*TO DO*
Find the lines below that include the word "Math" and state how many there are, adding nothing.
****
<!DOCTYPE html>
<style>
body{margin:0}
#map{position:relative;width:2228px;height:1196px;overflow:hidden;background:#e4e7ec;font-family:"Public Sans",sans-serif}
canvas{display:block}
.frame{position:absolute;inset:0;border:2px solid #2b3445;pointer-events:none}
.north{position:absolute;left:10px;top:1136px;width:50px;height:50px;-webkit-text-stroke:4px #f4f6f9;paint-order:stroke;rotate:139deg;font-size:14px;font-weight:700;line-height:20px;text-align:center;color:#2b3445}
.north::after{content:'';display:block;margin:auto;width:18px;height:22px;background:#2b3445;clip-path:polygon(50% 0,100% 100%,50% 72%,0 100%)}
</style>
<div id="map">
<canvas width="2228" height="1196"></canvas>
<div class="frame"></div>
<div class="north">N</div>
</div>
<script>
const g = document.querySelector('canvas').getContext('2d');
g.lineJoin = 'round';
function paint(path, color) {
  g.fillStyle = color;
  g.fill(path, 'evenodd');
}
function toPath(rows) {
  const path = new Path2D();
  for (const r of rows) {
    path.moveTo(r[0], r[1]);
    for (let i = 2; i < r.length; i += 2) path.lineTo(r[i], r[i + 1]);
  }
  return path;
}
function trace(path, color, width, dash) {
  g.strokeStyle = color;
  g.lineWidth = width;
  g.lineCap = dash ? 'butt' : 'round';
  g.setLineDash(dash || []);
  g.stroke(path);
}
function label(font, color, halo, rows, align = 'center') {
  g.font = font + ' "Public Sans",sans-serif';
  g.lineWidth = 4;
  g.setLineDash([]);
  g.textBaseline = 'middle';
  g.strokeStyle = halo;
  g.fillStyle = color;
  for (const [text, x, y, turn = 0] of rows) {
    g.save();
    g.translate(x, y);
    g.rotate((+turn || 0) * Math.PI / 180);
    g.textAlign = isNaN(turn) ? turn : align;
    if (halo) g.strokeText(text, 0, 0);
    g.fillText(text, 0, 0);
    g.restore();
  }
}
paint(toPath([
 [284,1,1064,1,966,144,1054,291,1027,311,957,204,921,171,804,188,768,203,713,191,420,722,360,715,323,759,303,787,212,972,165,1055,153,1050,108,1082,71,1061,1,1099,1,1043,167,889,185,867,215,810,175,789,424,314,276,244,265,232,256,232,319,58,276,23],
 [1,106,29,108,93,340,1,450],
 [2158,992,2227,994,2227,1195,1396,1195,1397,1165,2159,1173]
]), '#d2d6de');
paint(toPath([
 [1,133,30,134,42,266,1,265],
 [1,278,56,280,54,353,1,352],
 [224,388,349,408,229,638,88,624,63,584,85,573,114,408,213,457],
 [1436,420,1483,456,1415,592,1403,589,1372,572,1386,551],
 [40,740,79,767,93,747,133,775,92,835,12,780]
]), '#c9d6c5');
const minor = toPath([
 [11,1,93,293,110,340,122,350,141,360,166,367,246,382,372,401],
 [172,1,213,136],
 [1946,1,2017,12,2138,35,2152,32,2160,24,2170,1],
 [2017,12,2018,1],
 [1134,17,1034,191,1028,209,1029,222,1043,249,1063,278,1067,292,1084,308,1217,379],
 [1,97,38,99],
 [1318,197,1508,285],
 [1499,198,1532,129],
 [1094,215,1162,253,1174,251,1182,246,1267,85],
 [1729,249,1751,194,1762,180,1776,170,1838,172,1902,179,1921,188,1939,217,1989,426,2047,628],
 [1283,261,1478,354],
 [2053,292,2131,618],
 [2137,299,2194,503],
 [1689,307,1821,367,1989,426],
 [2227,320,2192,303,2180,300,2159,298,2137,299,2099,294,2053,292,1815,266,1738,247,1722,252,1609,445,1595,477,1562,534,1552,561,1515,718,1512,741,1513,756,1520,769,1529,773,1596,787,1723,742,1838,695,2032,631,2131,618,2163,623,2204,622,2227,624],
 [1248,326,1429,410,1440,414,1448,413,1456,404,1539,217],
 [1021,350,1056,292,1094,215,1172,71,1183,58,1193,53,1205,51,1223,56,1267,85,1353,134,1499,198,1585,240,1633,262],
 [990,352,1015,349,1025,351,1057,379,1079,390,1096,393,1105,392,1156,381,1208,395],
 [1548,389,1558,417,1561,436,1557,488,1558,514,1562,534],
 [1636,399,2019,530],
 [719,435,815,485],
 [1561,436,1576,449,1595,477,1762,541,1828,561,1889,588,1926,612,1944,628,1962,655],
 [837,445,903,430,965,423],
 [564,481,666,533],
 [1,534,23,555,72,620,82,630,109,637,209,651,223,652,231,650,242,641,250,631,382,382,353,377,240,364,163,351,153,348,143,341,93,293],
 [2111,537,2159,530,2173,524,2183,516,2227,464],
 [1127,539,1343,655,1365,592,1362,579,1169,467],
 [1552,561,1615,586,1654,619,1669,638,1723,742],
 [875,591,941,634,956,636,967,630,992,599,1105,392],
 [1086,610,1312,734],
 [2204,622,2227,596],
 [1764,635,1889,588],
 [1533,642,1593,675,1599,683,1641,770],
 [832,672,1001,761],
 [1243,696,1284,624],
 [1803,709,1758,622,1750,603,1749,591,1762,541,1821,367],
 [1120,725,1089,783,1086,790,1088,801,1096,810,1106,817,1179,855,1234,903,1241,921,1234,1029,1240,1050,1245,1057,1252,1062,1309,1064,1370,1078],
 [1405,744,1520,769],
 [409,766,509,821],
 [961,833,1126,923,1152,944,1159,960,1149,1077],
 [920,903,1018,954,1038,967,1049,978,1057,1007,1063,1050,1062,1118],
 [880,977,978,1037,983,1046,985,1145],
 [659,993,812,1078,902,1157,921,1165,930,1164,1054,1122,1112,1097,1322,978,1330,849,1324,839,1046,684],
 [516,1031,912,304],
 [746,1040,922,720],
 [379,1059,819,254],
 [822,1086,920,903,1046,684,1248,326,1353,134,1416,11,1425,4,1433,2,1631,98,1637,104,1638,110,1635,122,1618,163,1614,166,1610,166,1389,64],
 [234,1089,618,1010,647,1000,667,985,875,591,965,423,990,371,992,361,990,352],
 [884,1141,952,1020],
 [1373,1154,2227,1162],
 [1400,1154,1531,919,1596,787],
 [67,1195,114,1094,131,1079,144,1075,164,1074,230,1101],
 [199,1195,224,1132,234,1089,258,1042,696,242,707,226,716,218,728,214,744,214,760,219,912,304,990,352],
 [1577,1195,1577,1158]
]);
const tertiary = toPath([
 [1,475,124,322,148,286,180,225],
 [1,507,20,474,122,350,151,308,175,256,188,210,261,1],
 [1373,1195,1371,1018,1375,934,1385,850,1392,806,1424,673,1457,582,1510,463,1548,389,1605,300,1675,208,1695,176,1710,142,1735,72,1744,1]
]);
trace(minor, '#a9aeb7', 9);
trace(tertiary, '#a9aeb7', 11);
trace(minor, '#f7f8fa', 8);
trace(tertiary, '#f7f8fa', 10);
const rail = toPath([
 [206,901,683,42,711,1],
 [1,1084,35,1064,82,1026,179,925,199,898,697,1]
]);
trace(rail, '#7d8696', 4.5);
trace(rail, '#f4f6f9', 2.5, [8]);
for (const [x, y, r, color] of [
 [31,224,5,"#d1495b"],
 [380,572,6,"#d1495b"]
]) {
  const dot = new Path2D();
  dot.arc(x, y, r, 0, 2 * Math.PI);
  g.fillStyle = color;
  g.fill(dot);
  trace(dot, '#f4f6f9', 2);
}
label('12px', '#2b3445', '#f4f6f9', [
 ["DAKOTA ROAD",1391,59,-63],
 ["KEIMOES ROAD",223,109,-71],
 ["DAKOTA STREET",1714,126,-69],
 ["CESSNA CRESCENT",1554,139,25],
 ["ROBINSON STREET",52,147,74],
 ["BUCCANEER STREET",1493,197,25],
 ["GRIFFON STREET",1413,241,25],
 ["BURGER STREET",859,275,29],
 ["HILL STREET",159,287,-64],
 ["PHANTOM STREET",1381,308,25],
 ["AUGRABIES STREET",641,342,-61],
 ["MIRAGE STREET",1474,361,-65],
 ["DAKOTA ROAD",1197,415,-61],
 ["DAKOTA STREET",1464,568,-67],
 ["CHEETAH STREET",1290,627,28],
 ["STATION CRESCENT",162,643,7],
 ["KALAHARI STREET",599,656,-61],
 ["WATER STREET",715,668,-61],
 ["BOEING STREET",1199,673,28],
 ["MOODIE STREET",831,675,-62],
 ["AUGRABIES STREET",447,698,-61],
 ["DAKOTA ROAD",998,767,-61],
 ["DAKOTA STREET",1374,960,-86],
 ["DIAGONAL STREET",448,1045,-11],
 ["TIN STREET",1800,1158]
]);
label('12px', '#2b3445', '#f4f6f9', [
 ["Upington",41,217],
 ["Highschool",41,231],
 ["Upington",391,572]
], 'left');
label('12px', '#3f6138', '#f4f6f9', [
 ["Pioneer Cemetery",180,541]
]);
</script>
****
*YOUR SOLUTION*
2